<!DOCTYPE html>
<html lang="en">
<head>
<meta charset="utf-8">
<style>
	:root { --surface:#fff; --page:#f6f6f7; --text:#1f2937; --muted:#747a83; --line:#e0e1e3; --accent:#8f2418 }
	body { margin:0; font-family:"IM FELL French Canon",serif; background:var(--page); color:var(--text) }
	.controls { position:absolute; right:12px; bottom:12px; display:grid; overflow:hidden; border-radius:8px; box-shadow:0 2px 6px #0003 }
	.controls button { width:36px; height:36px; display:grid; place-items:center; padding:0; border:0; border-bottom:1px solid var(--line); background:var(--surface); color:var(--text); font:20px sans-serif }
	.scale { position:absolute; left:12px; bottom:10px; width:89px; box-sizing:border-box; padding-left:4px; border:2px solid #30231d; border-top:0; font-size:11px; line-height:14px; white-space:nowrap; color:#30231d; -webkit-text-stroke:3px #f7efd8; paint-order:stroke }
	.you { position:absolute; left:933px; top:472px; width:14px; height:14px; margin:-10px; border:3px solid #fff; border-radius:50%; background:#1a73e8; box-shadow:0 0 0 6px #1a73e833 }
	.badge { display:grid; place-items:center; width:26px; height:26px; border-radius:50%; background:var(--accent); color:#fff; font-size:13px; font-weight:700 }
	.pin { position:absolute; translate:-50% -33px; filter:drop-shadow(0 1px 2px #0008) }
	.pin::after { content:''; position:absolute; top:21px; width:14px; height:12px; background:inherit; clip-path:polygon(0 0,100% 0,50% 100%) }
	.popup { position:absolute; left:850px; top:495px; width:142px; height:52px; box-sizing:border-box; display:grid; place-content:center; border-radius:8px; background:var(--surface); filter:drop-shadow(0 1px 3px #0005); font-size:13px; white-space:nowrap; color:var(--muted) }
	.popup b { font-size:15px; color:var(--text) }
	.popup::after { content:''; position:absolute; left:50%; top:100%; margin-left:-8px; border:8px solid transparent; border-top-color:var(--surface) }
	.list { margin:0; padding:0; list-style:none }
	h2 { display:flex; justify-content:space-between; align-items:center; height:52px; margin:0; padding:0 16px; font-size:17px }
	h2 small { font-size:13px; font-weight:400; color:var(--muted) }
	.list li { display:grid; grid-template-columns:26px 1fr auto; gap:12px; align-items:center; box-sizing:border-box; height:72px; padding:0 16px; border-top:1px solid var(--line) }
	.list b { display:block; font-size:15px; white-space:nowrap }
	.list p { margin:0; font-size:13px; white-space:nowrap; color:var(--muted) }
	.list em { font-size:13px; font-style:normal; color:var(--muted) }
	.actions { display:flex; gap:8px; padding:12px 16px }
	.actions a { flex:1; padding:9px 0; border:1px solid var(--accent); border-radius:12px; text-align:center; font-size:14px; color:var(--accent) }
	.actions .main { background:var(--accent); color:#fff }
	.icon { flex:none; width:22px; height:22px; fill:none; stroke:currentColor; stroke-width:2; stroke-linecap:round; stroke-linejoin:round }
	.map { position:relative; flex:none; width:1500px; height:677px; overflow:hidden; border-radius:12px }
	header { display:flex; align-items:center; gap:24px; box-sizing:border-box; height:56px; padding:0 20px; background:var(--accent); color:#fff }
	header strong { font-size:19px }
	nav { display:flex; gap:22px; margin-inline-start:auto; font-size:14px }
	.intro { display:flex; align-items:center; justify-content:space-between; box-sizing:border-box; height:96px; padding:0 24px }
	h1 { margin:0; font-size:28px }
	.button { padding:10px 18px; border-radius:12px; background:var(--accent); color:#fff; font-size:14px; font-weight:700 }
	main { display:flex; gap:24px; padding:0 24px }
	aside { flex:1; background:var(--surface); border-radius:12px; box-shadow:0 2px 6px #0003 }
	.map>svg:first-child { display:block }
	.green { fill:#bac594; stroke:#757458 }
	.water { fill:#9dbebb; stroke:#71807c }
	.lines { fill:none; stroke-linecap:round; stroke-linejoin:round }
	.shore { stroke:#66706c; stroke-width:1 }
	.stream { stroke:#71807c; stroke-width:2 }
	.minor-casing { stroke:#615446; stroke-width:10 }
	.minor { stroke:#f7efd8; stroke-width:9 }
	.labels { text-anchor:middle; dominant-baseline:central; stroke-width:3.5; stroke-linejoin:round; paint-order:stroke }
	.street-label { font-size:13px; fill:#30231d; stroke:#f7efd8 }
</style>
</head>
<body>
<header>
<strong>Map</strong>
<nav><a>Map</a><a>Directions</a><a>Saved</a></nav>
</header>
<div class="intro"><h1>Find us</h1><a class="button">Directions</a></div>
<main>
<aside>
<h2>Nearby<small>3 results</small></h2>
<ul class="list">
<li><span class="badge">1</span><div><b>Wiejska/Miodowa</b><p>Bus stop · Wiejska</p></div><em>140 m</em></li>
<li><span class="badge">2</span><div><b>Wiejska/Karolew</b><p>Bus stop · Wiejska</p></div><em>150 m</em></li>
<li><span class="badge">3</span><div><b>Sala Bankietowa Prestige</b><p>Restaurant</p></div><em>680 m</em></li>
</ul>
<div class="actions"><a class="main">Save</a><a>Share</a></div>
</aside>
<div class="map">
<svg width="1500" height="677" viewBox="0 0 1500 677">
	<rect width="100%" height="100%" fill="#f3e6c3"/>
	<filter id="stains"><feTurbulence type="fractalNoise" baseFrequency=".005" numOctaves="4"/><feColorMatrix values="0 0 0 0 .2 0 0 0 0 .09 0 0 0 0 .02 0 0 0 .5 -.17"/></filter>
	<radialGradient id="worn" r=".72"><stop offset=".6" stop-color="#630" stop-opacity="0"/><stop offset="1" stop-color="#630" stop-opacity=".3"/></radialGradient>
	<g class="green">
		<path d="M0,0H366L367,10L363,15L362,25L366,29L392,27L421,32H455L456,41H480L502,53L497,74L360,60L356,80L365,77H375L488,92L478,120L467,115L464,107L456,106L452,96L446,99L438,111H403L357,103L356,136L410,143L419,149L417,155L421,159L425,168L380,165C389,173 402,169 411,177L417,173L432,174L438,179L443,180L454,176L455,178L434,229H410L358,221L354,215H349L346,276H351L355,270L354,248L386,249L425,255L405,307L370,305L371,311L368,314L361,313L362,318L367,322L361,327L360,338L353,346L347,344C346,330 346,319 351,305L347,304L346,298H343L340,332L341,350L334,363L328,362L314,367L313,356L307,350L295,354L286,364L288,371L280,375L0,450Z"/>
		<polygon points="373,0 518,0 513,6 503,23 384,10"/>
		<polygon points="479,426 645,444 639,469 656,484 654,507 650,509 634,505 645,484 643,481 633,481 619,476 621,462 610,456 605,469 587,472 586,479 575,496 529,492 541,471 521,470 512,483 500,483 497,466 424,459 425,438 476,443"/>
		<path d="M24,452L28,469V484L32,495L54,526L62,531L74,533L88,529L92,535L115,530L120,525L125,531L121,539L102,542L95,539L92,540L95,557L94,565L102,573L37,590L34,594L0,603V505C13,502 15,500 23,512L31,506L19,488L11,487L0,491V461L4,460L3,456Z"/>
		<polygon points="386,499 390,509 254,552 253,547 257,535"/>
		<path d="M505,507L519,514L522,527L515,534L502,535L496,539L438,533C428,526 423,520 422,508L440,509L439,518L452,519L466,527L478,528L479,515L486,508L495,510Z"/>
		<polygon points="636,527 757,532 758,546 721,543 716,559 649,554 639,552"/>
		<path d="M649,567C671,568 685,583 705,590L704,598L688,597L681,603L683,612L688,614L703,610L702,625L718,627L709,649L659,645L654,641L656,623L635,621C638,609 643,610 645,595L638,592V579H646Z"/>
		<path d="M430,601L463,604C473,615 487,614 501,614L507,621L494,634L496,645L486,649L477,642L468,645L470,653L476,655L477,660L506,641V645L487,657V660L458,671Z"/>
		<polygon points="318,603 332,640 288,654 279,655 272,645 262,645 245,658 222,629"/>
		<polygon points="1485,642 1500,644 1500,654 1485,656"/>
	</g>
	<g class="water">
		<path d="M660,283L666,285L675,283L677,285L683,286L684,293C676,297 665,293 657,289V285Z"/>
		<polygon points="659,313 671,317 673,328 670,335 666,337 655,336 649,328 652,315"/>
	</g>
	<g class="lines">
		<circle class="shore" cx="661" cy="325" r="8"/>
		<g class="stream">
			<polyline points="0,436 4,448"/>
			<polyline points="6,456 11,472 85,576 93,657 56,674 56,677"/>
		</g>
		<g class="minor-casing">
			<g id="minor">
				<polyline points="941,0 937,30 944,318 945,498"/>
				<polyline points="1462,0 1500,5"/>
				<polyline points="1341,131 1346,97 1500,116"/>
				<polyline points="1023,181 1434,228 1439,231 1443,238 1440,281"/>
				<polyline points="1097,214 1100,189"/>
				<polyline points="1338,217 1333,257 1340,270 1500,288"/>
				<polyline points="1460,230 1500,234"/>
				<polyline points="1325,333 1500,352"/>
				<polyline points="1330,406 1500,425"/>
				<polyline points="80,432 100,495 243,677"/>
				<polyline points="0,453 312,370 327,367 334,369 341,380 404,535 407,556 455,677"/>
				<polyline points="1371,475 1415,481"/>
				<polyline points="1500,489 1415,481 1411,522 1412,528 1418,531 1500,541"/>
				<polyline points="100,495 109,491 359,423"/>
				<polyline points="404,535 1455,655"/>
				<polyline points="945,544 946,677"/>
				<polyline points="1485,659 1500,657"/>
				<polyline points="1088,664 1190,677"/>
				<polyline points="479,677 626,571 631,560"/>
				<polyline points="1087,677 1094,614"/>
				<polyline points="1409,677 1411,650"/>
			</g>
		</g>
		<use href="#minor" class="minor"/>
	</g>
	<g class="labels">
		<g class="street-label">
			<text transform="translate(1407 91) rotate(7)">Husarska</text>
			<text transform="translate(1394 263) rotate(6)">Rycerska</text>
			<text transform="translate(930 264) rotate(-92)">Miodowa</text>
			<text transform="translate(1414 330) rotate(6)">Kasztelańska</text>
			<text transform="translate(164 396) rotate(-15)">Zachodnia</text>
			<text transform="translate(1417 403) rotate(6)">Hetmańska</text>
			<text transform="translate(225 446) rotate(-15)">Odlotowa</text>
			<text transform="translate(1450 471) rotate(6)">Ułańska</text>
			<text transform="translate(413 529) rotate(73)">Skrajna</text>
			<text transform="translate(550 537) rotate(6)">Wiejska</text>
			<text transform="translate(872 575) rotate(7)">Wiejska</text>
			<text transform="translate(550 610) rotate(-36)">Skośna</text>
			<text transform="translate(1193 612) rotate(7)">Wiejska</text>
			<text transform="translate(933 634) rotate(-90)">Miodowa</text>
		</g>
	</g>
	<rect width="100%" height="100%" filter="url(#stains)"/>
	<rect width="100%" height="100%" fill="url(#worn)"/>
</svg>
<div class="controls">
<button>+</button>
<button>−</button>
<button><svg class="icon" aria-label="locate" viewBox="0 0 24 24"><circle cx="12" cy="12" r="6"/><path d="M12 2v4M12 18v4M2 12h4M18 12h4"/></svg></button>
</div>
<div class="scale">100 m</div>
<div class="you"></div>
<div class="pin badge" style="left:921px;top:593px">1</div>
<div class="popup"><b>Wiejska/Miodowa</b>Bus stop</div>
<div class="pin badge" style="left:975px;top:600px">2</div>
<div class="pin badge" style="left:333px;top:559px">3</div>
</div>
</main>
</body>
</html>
============================================================
» THE TASK:
Could you retype exactly the lines from the first one of the records through the line containing "position:absolute; left:12px; bottom:10px;", both included, and nothing more?

» EXERCISE RESULT:
<!DOCTYPE html>
<html lang="en">
<head>
<meta charset="utf-8">
<style>
	:root { --surface:#fff; --page:#f6f6f7; --text:#1f2937; --muted:#747a83; --line:#e0e1e3; --accent:#8f2418 }
	body { margin:0; font-family:"IM FELL French Canon",serif; background:var(--page); color:var(--text) }
	.controls { position:absolute; right:12px; bottom:12px; display:grid; overflow:hidden; border-radius:8px; box-shadow:0 2px 6px #0003 }
	.controls button { width:36px; height:36px; display:grid; place-items:center; padding:0; border:0; border-bottom:1px solid var(--line); background:var(--surface); color:var(--text); font:20px sans-serif }
	.scale { position:absolute; left:12px; bottom:10px; width:89px; box-sizing:border-box; padding-left:4px; border:2px solid #30231d; border-top:0; font-size:11px; line-height:14px; white-space:nowrap; color:#30231d; -webkit-text-stroke:3px #f7efd8; paint-order:stroke }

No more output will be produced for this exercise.